10. The difference in the language of the sections reflects the difference in purpose. For the purposes of this case, the key difference is that under section 2 the mental disorder must warrant detention and the patient ought to be detained for health, safety or protection, whereas under section 3 the mental disorder must make detention appropriate and necessary for health, safety or protection. The terms relevant to section 2 are less exactly on their own and in their context. The context is related to their purpose.
11. The caselaw supports a difference. Mr Pezzani cited R v South Thames Mental Health Review Tribunal, ex parte M  COD 38. Collins J there decided that if a patient had been detained under section 2 at the time of the application to the tribunal but was detained under section 3 at the time of the hearing, the tribunal had to apply the criteria relevant to the latter rather than the former. As Mr Pezzani argued, that would not be necessary if the criteria were the same.
12. The history of the mental health legislation also supports this analysis. As Mr Pezzani pointed out, the difference in language between section 72(1)(a) and (b) was new to the 1983 Act. The equivalent provisions of the Mental Health Act 1959 – sections 25(2) and 26(2) – did not draw the distinction. It may be that the change of language was brought about by the decision of the European Court of Human Rights in Winterwerp v The Netherlands (1979) 2 EHRR 387.
13. This is not to say that the conditions for detention under section 2 are not demanding. Just that they are less demanding than for section 3. It would not be appropriate for me to try to define the differences between those sections. The language used is everyday language that merely has to be applied. But it has to be applied in a context that requires detention to be strictly justified.
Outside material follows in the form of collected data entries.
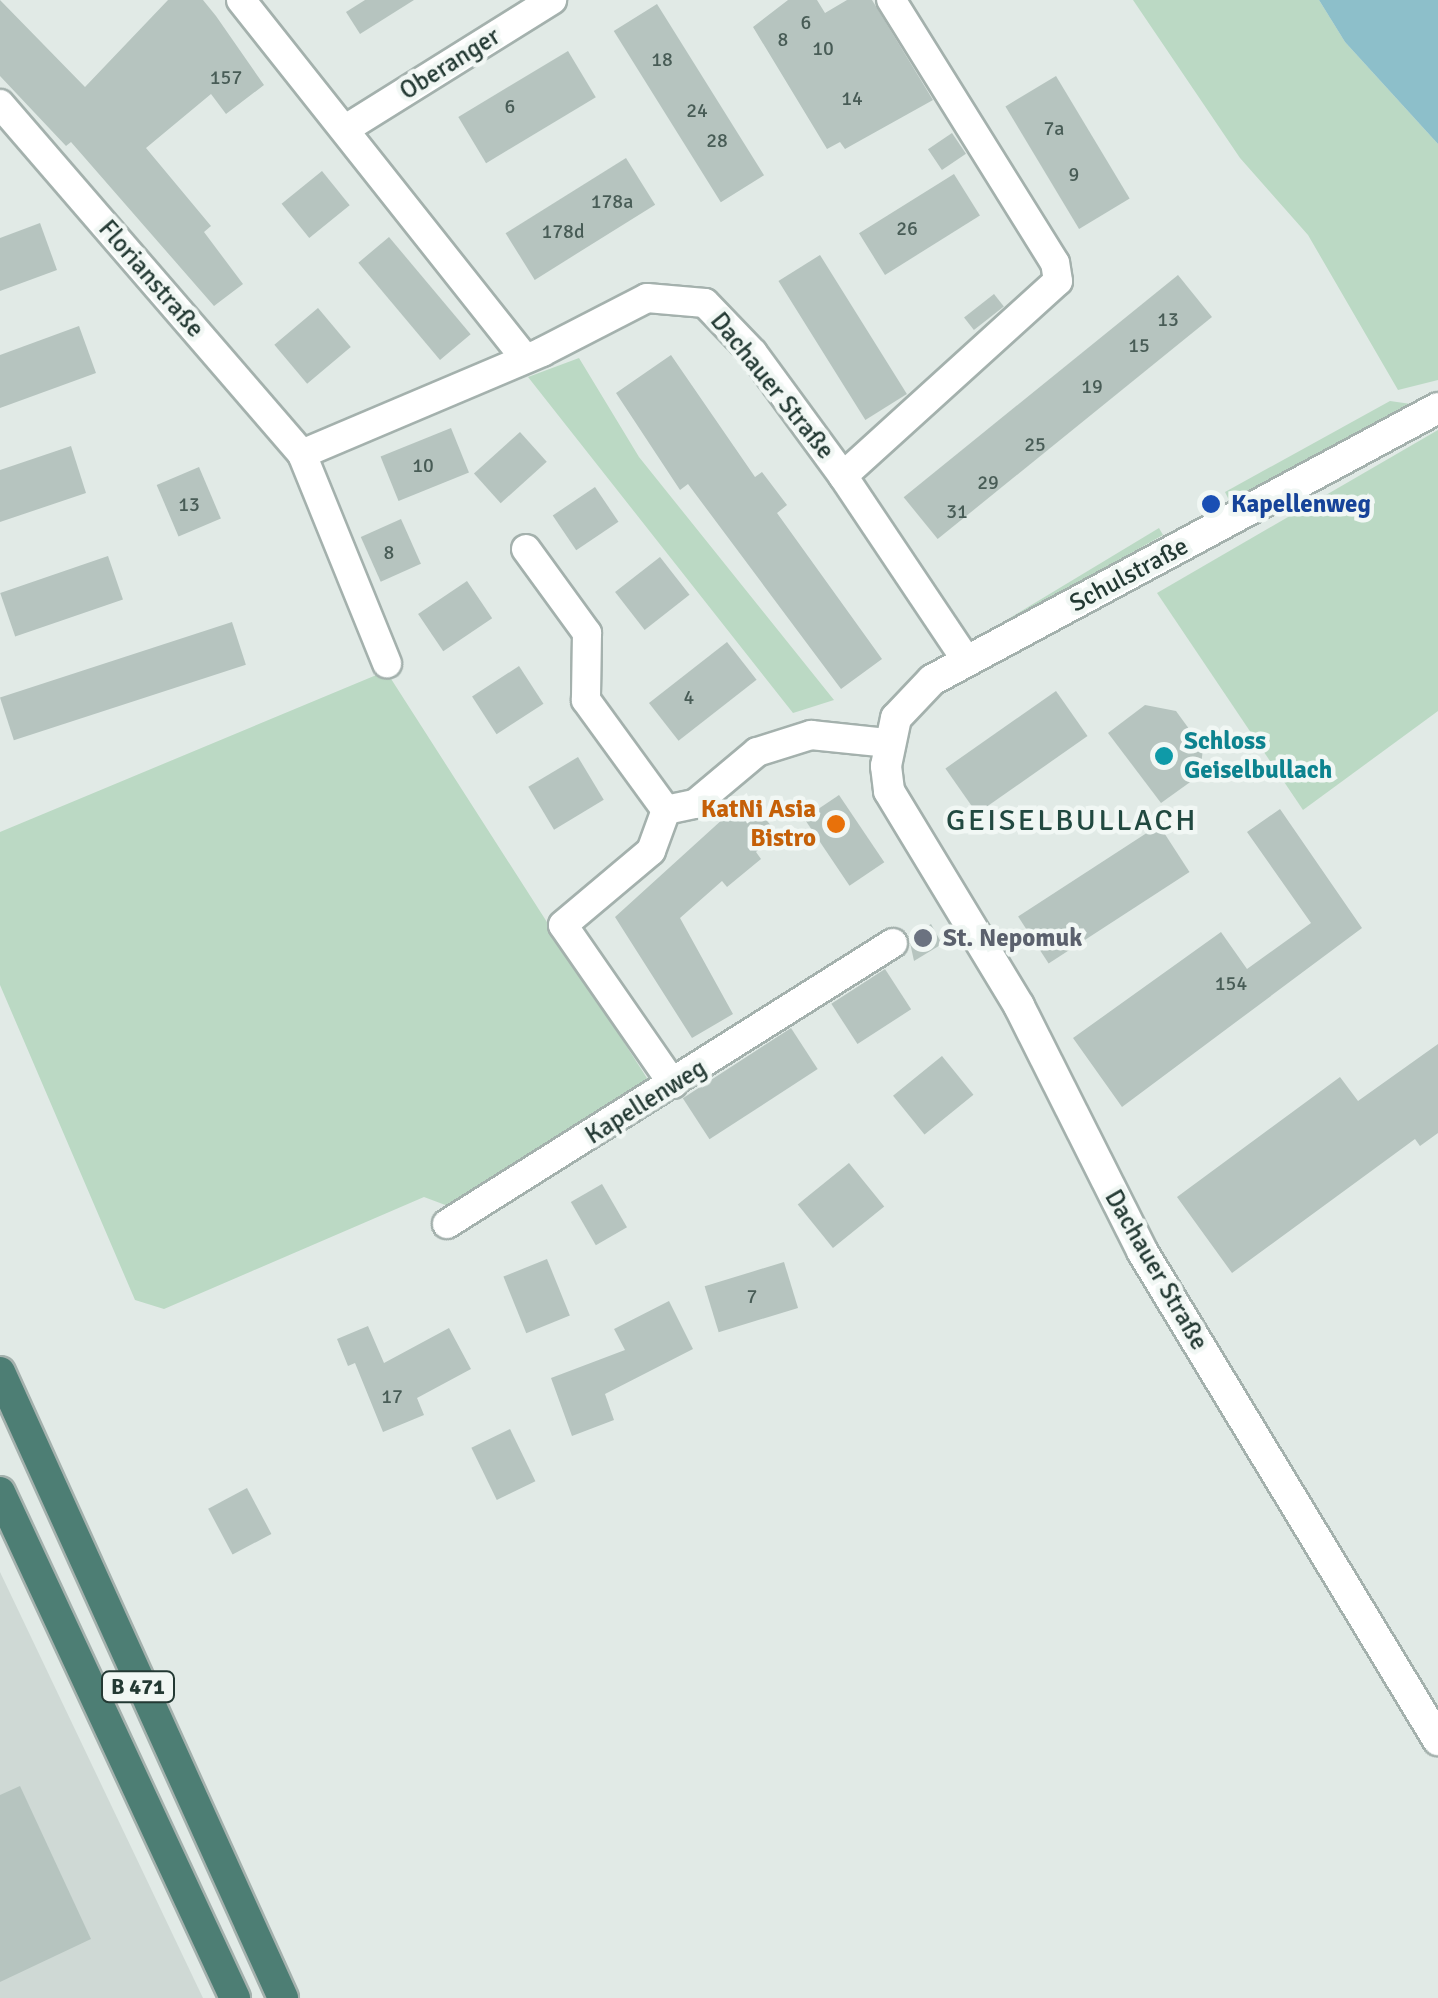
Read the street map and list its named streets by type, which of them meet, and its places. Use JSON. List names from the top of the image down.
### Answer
{
  "streets": {
    "highway": ["B 471"],
    "street": [
      "Oberanger",
      "Florianstraße",
      "Dachauer Straße",
      "Schulstraße",
      "Kapellenweg"
    ]
  },
  "crossings": [
    ["Dachauer Straße", "Schulstraße"]
  ],
  "districts": ["GEISELBULLACH"],
  "places": [
    "Kapellenweg",
    "Schloss Geiselbullach",
    "KatNi Asia Bistro",
    "St. Nepomuk"
  ],
  "house_numbers": [
    "6",
    "8",
    "10",
    "18",
    "157",
    "14",
    "6",
    "24",
    "7a",
    "28",
    "9",
    "178a",
    "26",
    "178d",
    "13",
    "15",
    "19",
    "25",
    "10",
    "29",
    "13",
    "31",
    "8",
    "4",
    "154",
    "7",
    "17"
  ]
}
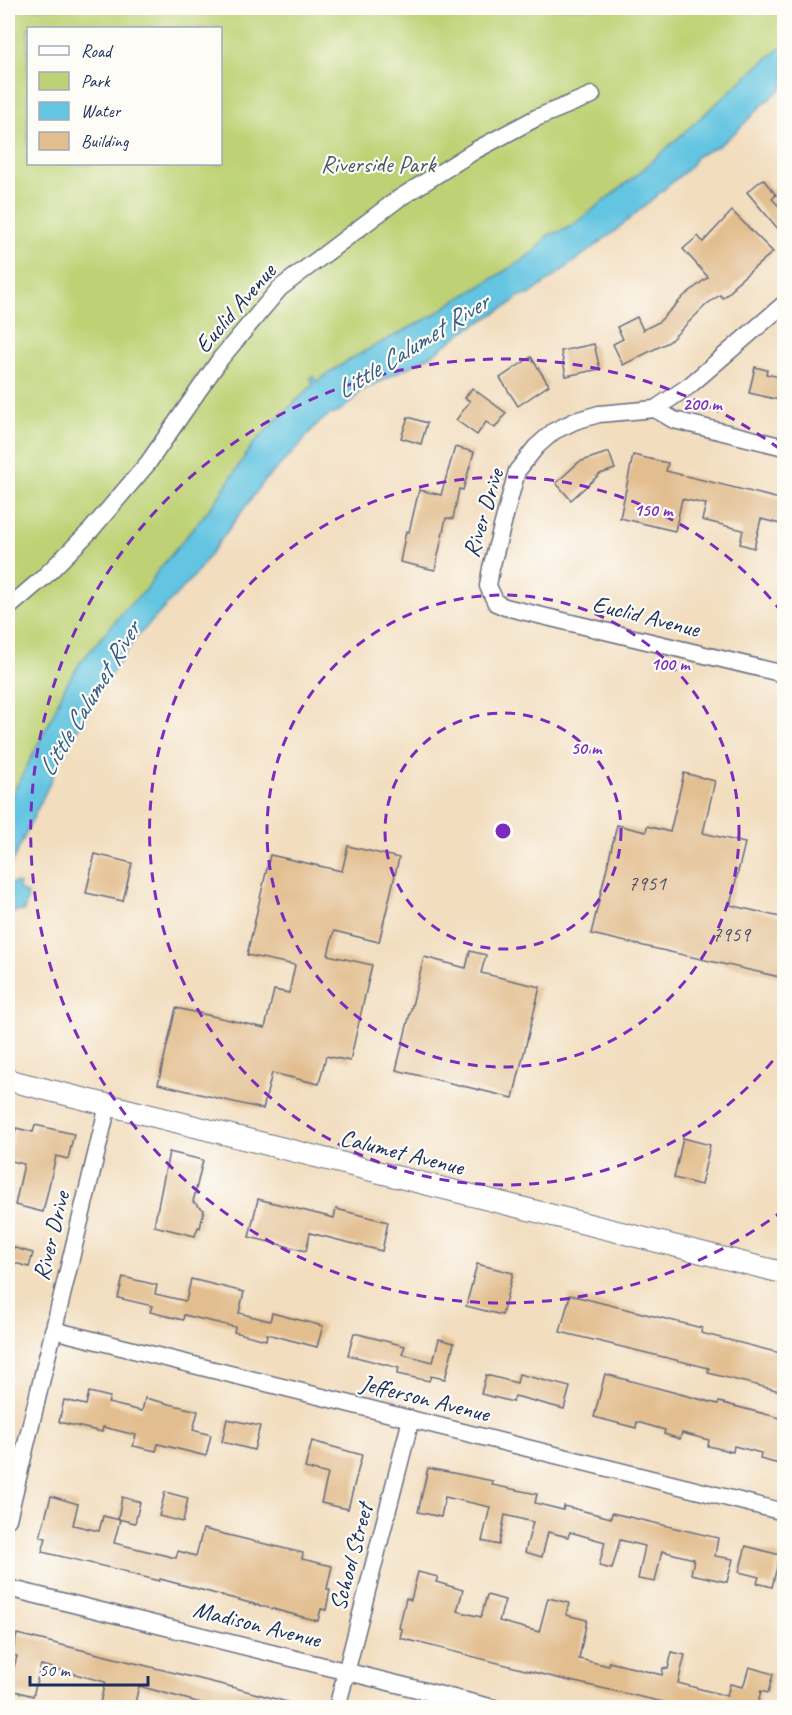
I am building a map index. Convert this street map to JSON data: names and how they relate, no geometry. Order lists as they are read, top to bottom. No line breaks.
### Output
{"streets":{"main road":["Calumet Avenue"],"street":["Euclid Avenue","River Drive","Jefferson Avenue","School Street","Madison Avenue"]},"crossings":[["Euclid Avenue","River Drive"],["River Drive","Calumet Avenue"],["River Drive","Jefferson Avenue"],["Jefferson Avenue","School Street"],["School Street","Madison Avenue"]],"water":["Little Calumet River"],"parks":["Riverside Park"],"house_numbers":["7951","7959"],"legend":["Road","Park","Water","Building"],"scale_bar":"50 m","rings":["200 m","150 m","100 m","50 m"]}
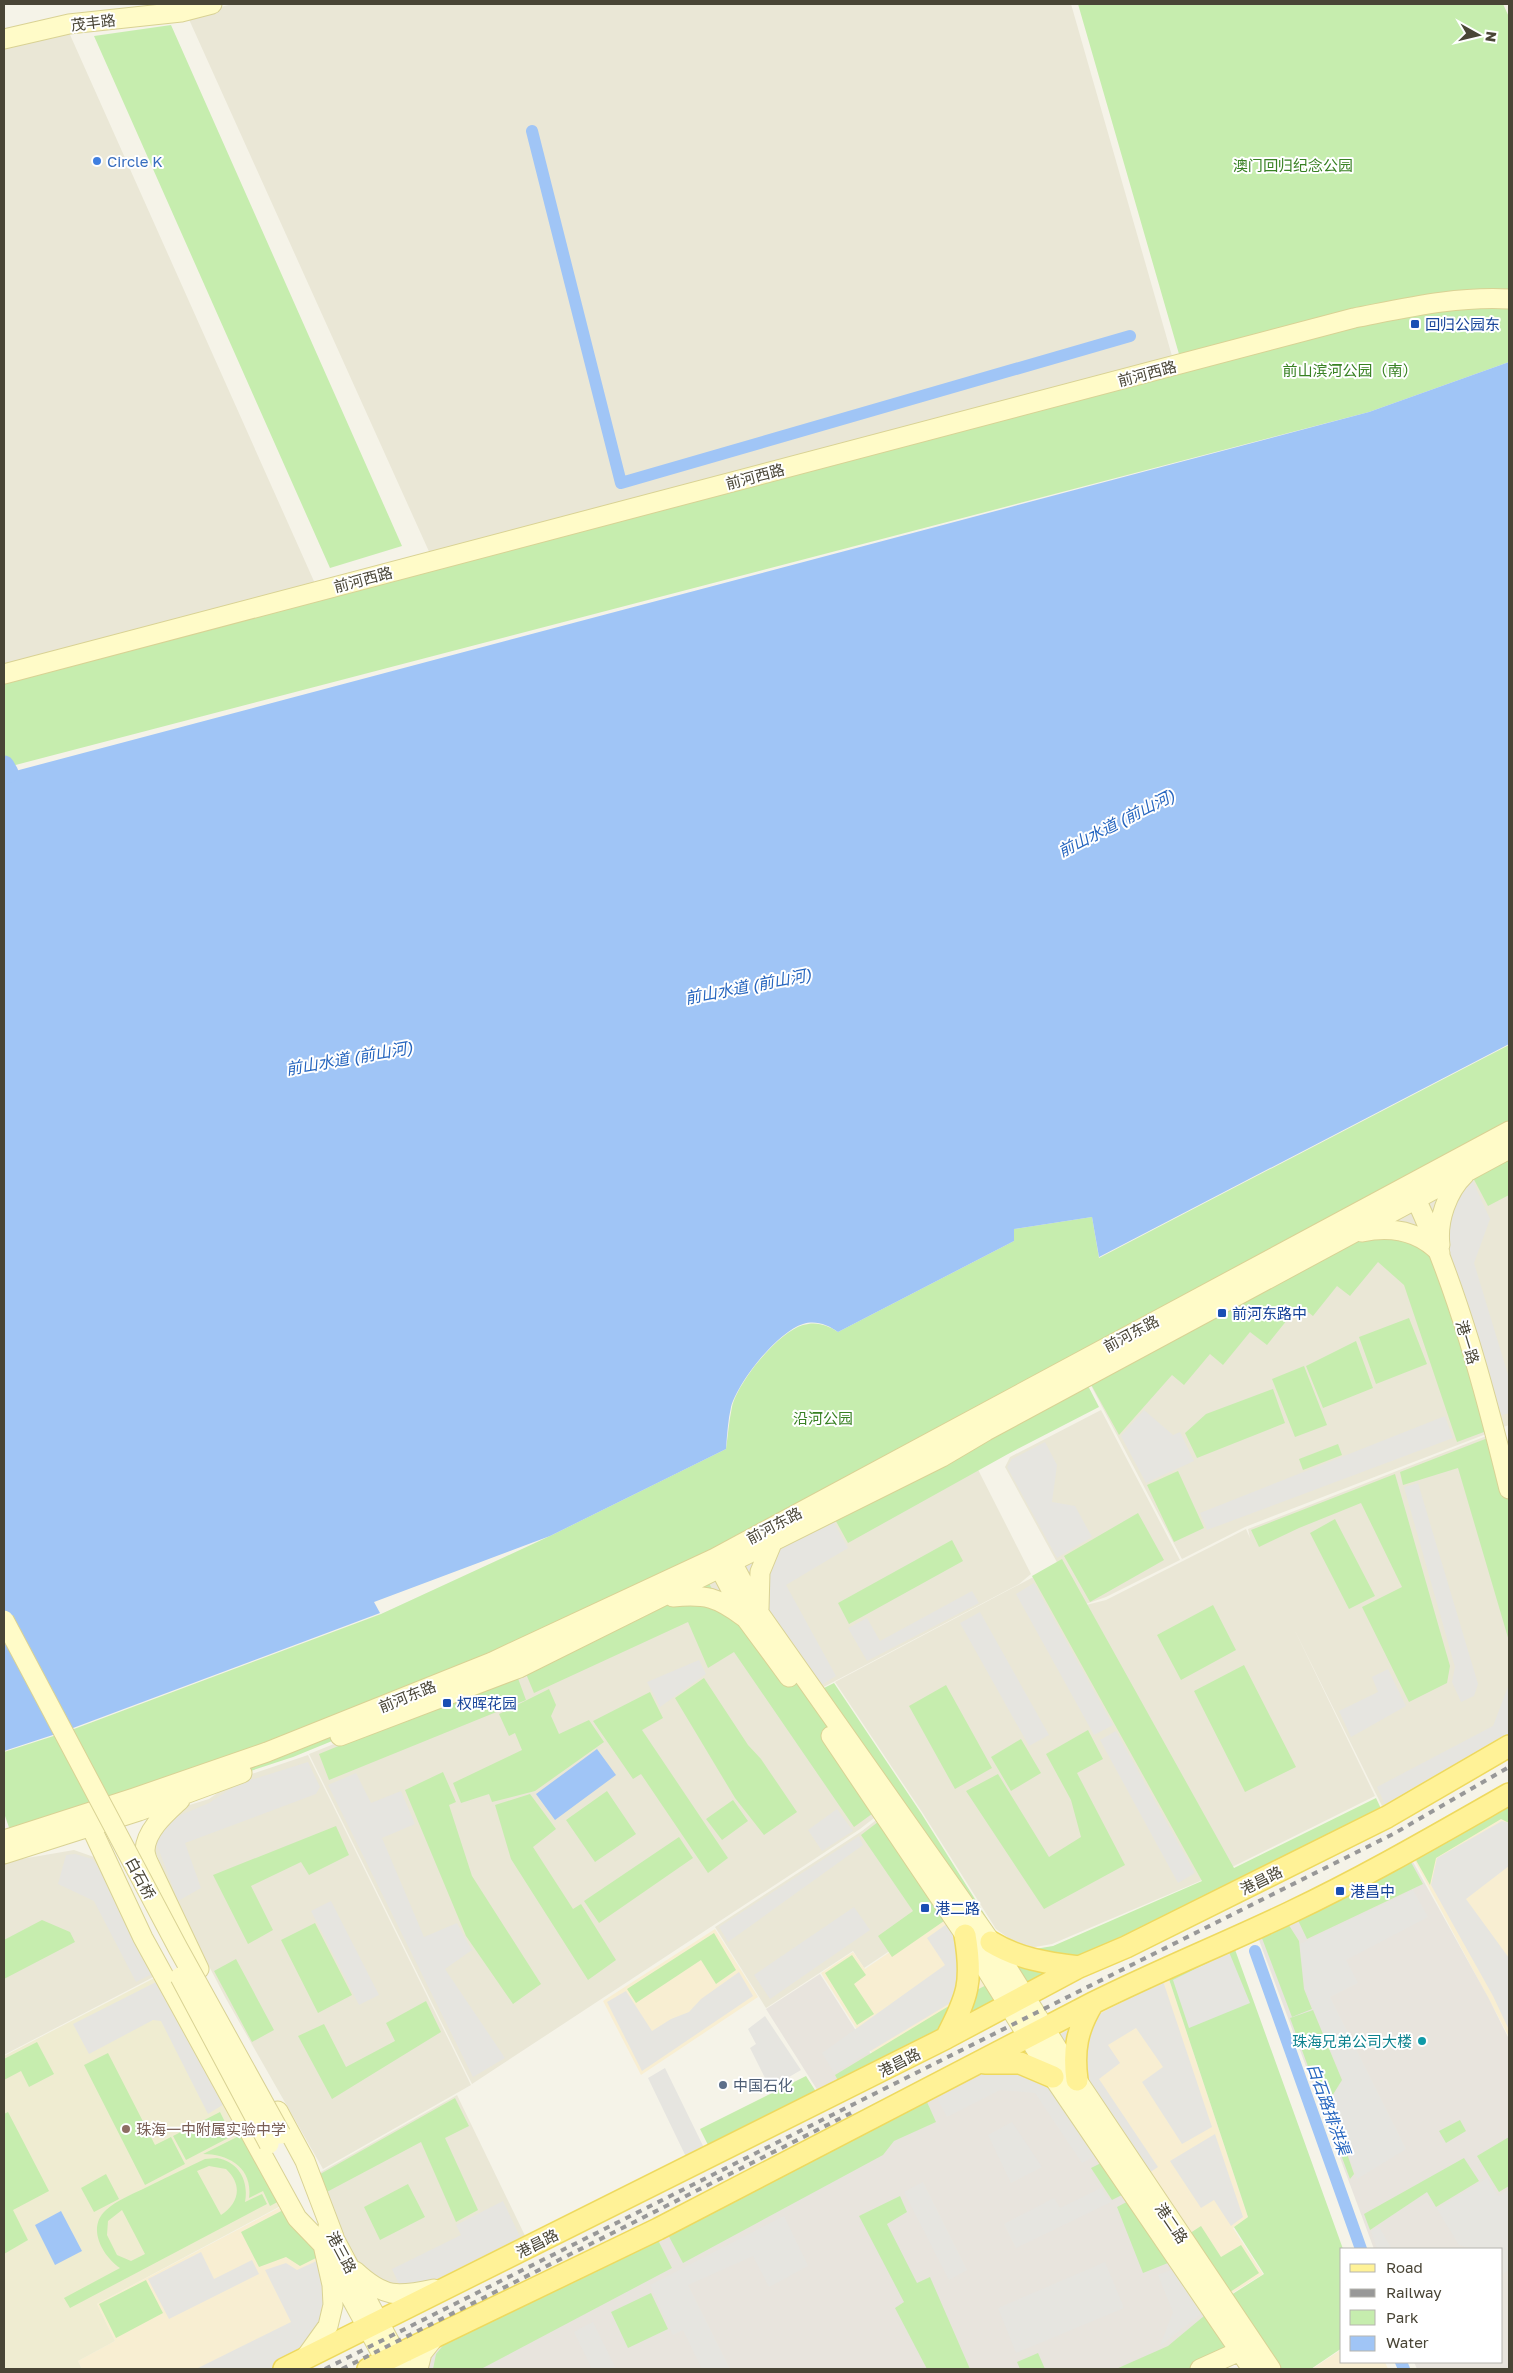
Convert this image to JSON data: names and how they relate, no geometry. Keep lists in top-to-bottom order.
{
  "streets": {
    "main road": [
      "茂丰路",
      "前河西路",
      "前河东路",
      "港一路",
      "白石桥",
      "港昌路",
      "港二路",
      "港三路"
    ]
  },
  "crossings": [
    ["前河东路", "港一路"],
    ["前河东路", "港二路"],
    ["港昌路", "港二路"],
    ["港昌路", "港三路"]
  ],
  "water": ["前山水道 (前山河)", "白石路排洪渠"],
  "parks": ["澳门回归纪念公园", "前山滨河公园（南）", "沿河公园"],
  "places": {
    "other": [
      "Circle K",
      "珠海兄弟公司大楼",
      "中国石化",
      "珠海一中附属实验中学"
    ],
    "transit": [
      "回归公园东",
      "前河东路中",
      "权晖花园",
      "港昌中",
      "港二路"
    ]
  },
  "legend": [
    "Road",
    "Railway",
    "Park",
    "Water"
  ],
  "north": "right"
}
20. Ms S asked the tribunal to make a recommendation. It did not do so, but according to Mr Pezzani it undertook to say why in its reasons. It did not do so. The tribunal’s undertaking is irrelevant. Ms S asked the tribunal to make a recommendation and it should have explained why it did not do so, whether the tribunal gave an undertaking or not. That failure is an error of law. but it is the sort of error that does not justify setting aside a tribunal’s decision. The proper course would be for the First-tier Tribunal to review the decision and then to amend its reasons under section 9(4)(b) of the Tribunals, Courts and Enforcement Act 2007 by adding the necessary explanation.